Please fill out the fields below so we can help you better. Note: you must provide your domain name to get help. Domain names for issued certificates are all made public in Certificate Transparency logs (e.g. crt.sh | example.com), so withholding your domain name here does not increase secrecy, but only makes it harder for us to provide help.
My domain is: sistema.qualitte.com.br
I ran this command: docker-compose up
It produced this output: certbot_1 | Certbot failed to authenticate some domains (authenticator: webroot). The Certificate Authority reported these problems:
certbot_1 | Domain: sistema.qualitte.com.br
certbot_1 | Type: unauthorized
certbot_1 | Detail: Invalid response from https://sistema.qualitte.com.br/.well-known/acme-challenge/rEU2mMApeKPCKP5AYmi0Paw0wDsqGYslDoy4DlGrgAk [168.196.132.211]: "<meta http-equiv=X-UA-Compatible content="IE=edge,chrome=1"><meta name=renderer c"
certbot_1 |
certbot_1 | Hint: The Certificate Authority failed to download the temporary challenge files created by Certbot. Ensure that the listed domains serve their content from the provided --webroot-path/-w and that files created there can be downloaded from the internet.
certbot_1 |
certbot_1 | Saving debug log to /var/log/letsencrypt/letsencrypt.log
certbot_1 | Some challenges have failed.
certbot_1 | Ask for help or search for solutions at https://community.letsencrypt.org. See the logfile /var/log/letsencrypt/letsencrypt.log or re-run Certbot with -v for more details.
My web server is (include version):
The operating system my web server runs on is (include version):
My hosting provider, if applicable, is:
I can login to a root shell on my machine (yes or no, or I don't know): yes
I'm using a control panel to manage my site (no, or provide the name and version of the control panel):
The version of my client is (e.g. output of certbot --version or certbot-auto --version if you're using Certbot):
When you use the webroot authentication option in certbot, you must specify the path of the webroot directory by either using a parameter (-w or --webroot-path) or entering the path while certbot is running. If the incorrect path is specified, certbot will create the challenge directories and files in the wrong place, resulting in the Let's Encrypt server being unable to find them.
You would probably benefit from using the nginx authenticator (--nginx) rather than the webroot authenticator (--webroot) to avoid having to specify the correct webroot path and/or handle certain challenges of proxying in nginx.
When you ran Certbot the request came to your server and was redirected from http to https. That is ok but not needed for Lets Encrypt requests.
Your redirect had the LE server make another request but with https. Your server responds with what looks like a script page for login. It should respond with the special file placed there by Certbot.
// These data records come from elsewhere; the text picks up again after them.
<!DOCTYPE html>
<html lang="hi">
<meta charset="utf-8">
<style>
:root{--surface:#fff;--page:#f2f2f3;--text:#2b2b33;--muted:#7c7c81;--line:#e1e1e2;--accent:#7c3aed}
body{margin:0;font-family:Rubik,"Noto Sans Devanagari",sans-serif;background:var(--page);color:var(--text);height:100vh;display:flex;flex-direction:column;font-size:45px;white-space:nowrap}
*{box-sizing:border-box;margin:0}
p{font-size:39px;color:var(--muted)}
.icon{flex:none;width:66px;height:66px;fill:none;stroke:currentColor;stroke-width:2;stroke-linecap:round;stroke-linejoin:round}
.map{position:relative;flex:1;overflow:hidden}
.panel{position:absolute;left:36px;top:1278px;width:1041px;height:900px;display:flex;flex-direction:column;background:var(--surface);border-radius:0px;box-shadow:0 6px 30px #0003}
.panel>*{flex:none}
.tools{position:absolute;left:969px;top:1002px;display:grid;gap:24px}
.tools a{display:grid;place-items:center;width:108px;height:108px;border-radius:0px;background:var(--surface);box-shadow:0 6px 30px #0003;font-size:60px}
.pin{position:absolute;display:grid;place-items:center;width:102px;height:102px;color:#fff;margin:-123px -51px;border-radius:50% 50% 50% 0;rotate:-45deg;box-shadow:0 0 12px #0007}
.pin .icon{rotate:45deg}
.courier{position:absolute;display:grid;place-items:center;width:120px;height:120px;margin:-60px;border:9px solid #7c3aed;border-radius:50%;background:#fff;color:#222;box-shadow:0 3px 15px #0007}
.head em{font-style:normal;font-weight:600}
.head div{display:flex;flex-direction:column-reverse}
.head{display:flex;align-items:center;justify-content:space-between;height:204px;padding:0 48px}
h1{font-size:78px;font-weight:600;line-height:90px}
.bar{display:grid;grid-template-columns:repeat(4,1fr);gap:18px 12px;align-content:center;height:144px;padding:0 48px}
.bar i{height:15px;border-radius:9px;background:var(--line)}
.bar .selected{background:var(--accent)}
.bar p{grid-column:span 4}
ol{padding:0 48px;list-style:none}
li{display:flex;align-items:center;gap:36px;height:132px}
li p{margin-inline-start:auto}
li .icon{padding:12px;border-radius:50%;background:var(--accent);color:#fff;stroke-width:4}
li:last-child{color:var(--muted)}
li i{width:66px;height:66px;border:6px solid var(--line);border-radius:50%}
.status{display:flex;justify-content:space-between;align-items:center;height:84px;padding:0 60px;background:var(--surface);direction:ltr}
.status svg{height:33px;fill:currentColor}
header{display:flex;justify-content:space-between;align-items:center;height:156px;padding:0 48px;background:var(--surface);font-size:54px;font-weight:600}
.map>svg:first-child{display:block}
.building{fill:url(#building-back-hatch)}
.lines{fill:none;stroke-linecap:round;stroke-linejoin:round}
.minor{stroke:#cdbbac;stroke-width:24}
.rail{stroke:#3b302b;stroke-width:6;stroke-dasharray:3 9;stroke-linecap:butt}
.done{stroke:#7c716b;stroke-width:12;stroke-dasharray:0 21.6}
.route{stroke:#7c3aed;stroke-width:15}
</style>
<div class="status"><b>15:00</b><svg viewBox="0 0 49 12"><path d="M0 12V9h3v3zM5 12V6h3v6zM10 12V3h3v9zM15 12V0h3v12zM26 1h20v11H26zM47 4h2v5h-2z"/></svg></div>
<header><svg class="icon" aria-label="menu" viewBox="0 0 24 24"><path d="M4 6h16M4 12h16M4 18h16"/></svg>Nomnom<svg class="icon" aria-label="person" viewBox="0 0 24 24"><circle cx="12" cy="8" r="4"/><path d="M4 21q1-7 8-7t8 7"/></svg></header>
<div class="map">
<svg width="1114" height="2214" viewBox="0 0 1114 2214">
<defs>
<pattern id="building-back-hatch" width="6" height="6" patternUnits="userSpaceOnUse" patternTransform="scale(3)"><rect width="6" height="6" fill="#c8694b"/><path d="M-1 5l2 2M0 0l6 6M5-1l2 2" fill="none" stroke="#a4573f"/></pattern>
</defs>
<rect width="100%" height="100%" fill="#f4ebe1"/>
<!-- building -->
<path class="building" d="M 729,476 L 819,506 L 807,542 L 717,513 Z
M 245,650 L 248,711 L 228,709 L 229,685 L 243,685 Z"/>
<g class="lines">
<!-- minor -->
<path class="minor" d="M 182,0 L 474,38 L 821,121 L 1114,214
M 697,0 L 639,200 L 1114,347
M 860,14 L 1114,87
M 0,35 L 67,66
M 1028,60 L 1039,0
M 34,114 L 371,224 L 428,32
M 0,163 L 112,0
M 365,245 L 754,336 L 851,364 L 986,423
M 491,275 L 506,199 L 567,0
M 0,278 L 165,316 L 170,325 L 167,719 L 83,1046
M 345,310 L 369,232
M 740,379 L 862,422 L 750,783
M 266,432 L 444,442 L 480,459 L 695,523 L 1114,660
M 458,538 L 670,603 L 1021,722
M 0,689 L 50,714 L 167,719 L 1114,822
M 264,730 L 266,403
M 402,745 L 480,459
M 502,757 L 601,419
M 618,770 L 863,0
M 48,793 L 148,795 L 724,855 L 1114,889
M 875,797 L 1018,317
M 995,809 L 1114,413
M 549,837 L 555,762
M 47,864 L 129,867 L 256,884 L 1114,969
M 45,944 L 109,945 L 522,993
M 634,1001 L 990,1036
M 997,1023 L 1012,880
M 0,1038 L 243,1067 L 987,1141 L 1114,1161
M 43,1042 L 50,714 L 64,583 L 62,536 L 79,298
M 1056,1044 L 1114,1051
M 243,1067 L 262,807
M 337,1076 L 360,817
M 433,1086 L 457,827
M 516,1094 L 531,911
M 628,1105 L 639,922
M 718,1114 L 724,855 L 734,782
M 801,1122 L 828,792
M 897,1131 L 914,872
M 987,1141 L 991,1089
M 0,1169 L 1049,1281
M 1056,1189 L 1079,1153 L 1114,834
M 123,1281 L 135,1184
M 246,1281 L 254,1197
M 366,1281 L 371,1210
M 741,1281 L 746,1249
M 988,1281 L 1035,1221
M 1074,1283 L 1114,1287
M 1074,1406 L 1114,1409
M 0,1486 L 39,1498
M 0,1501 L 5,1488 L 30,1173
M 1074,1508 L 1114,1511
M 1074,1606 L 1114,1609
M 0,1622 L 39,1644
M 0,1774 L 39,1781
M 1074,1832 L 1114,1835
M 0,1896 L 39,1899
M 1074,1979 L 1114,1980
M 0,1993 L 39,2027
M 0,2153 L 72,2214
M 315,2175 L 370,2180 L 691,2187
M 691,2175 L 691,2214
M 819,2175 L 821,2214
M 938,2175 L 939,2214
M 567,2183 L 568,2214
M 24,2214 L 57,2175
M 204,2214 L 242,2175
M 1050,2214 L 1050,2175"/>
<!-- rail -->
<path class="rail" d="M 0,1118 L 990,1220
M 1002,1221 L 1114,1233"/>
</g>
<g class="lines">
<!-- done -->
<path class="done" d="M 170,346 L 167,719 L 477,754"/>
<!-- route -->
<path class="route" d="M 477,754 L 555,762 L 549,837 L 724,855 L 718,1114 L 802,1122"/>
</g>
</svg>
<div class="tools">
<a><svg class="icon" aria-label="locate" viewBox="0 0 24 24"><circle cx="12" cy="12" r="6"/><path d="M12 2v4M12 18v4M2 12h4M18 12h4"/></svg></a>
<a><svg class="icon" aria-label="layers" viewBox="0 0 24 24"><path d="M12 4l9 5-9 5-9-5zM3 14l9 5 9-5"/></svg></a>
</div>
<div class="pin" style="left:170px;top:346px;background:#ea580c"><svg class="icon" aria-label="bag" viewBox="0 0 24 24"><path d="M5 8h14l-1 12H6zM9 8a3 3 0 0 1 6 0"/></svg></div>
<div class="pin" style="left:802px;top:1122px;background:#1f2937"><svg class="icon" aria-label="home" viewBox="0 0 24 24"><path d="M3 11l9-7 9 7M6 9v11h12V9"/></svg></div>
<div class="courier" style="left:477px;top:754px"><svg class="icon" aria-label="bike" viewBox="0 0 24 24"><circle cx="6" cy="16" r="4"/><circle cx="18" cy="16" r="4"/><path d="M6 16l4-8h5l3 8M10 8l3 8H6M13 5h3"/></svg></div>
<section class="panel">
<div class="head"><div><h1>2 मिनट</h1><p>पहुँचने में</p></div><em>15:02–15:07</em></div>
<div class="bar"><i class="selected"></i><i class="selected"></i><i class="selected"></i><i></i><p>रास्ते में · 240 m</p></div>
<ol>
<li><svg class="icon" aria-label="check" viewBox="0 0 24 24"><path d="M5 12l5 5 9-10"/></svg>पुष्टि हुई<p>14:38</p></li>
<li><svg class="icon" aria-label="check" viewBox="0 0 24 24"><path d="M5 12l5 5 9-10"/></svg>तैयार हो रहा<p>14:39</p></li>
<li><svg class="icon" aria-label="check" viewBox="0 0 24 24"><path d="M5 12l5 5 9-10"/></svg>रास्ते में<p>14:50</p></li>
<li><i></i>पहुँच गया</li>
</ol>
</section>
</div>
You could upload your nginx conf but I think if you add this to your port 80 server it will work
location /.well-known/acme-challenge/ {
root /var/www/certbot; # path used for certbot -w
}
@leison But then it is not working because you can see in your first post the request is for https. That only happens when your server redirects from http to https
I think @Osiris's comment may hold sway here. If nginx and certbot are operating in separate containers, no amount of messing with nginx itself will do anything alone.
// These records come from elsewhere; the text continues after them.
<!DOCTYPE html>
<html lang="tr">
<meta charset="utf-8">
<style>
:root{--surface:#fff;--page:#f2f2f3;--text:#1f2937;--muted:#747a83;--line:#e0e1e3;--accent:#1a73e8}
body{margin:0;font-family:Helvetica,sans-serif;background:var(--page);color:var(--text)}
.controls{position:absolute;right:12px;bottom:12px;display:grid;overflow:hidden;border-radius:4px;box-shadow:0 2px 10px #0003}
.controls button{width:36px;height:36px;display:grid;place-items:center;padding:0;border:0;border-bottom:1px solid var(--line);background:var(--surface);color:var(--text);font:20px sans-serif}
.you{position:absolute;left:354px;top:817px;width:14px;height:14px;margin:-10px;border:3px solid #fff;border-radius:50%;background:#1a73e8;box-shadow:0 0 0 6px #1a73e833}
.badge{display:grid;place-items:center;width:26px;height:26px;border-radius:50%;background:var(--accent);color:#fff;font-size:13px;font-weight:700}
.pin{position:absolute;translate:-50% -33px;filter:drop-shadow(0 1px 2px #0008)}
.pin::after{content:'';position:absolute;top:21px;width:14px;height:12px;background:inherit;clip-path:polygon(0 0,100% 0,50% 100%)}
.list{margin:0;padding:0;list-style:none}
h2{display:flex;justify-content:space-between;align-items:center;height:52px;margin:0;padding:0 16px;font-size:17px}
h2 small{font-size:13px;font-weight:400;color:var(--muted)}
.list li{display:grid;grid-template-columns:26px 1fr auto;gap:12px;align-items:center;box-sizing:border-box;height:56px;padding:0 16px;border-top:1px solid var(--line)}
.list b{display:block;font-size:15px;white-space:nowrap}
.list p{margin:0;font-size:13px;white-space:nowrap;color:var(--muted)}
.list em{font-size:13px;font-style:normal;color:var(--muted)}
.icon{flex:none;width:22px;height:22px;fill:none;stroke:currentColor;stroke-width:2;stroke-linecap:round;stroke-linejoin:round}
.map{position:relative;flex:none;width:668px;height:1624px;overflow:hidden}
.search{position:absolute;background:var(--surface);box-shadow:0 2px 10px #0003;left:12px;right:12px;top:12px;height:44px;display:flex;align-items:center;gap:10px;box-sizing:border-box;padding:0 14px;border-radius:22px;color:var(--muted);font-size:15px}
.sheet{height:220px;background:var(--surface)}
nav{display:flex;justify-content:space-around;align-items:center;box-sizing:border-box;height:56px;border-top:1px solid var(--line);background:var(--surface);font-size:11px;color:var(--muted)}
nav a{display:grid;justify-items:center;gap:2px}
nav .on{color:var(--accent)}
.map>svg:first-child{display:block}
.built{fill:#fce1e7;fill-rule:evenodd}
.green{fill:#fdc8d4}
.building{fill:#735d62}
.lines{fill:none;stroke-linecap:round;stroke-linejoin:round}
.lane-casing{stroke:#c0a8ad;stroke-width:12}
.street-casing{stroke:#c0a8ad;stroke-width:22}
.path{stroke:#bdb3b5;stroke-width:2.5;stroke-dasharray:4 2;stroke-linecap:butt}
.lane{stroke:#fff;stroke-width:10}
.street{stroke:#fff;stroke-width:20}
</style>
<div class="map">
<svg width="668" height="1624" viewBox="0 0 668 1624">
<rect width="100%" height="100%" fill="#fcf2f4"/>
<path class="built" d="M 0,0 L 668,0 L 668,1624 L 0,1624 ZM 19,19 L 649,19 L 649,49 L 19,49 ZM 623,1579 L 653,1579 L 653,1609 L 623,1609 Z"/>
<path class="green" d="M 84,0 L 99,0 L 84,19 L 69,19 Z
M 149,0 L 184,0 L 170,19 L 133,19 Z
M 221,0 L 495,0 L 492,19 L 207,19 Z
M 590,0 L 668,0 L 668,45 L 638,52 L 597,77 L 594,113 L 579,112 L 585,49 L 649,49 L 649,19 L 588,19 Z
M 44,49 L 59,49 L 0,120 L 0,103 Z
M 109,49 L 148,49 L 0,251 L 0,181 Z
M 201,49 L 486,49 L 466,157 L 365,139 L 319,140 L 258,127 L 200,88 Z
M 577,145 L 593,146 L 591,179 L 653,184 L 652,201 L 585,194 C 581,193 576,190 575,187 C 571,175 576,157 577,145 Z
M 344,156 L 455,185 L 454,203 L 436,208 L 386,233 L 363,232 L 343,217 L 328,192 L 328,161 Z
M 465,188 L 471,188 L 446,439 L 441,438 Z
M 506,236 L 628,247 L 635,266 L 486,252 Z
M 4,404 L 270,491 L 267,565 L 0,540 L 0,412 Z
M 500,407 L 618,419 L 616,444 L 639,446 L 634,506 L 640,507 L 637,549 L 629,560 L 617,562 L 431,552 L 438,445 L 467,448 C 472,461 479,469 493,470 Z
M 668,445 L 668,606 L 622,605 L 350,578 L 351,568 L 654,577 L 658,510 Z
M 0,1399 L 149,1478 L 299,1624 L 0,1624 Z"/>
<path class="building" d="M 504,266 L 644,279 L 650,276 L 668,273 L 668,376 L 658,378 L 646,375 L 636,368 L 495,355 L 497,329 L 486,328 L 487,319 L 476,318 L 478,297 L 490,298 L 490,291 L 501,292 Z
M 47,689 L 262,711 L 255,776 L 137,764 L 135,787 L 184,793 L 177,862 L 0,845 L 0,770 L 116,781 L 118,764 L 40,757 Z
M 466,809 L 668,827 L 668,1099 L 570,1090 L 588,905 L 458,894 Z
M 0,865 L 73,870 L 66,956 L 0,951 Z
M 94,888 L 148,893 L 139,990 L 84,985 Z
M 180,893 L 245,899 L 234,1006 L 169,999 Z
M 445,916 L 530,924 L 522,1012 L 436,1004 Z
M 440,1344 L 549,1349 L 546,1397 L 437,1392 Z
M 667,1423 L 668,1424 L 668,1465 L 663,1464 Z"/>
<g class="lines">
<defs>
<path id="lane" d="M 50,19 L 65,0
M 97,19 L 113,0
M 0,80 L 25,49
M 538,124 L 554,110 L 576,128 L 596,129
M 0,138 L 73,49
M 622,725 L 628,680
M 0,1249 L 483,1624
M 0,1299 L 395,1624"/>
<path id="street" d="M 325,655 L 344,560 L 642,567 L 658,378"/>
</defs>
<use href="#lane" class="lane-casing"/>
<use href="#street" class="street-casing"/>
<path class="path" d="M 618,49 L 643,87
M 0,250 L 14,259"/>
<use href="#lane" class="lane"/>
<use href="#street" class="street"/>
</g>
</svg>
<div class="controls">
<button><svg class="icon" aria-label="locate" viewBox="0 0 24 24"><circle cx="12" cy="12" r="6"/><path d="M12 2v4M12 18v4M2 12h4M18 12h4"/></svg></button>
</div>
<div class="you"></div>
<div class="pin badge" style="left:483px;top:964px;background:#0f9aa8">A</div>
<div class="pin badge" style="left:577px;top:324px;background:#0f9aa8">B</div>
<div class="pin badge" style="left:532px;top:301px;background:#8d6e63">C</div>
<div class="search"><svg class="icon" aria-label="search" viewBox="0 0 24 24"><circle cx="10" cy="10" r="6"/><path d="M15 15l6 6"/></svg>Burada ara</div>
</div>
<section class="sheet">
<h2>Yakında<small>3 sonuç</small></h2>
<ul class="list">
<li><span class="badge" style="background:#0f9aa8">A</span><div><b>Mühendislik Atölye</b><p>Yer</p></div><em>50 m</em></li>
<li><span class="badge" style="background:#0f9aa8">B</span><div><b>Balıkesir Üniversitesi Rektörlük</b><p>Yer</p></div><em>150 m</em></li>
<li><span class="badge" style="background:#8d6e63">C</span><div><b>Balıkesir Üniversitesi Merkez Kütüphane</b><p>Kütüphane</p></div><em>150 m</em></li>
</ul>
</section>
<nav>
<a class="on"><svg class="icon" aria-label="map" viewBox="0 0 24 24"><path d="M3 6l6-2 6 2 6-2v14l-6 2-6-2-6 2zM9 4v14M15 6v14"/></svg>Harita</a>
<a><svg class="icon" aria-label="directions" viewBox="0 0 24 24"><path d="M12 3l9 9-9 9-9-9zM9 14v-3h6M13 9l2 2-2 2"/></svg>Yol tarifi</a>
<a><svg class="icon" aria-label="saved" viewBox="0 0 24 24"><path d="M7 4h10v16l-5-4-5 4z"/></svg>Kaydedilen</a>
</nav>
Very true, one needs to be sure the locarion where certbot puts the challenge file is also accessible from inside the nginx container. That requires fiddling with the volumes of both Docker containers.
Yes. Access to either files or ports need to be correlated between the two containers, and the host. IMHO, this is easiest to do with a proxypass; it looks like the link you shared implements a proxypass solution though I didn't read it well.